Data under study START

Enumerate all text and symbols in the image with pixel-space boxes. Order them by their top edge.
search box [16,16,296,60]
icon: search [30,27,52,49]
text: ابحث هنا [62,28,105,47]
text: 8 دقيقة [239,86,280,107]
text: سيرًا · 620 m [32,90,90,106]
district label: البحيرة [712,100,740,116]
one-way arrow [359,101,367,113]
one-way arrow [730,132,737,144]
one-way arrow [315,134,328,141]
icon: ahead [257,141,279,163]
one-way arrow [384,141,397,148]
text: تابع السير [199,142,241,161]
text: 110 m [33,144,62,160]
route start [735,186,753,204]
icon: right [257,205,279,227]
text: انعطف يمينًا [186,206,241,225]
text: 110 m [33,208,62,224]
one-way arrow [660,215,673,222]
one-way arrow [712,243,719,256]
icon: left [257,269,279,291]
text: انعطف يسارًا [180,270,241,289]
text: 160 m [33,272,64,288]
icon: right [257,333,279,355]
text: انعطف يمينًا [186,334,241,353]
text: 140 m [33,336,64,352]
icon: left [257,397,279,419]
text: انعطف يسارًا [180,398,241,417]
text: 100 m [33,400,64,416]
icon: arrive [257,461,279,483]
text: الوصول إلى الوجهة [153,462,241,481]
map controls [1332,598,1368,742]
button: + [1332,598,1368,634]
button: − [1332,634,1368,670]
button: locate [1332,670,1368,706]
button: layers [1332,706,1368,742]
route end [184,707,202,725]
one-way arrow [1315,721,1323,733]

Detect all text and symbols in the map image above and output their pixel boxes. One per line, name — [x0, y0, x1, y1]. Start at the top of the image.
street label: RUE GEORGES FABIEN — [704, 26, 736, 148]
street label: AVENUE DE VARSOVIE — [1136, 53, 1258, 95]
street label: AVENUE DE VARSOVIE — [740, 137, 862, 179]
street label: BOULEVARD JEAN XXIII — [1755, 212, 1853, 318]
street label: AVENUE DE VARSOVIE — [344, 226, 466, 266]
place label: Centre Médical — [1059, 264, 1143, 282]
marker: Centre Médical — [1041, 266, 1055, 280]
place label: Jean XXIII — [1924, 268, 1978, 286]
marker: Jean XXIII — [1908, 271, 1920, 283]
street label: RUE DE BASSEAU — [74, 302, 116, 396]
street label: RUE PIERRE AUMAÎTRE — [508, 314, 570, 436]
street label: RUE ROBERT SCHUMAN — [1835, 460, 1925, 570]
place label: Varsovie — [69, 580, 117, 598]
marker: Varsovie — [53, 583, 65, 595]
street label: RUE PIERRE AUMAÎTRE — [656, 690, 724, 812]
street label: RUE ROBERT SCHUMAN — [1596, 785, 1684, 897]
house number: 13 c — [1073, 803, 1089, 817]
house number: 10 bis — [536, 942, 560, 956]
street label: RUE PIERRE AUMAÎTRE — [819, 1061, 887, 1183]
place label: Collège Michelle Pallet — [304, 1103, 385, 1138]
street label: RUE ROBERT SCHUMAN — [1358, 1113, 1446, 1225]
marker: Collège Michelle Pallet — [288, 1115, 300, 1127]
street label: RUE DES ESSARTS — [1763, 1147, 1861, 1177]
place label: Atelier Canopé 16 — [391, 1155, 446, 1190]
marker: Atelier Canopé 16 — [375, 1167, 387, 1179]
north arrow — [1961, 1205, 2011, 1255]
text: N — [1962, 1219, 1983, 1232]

Data under study END

Problem to work on: Using the material above, return each line in which the word "button" occurs.

Your solution:
button: + [1332,598,1368,634]
button: − [1332,634,1368,670]
button: locate [1332,670,1368,706]
button: layers [1332,706,1368,742]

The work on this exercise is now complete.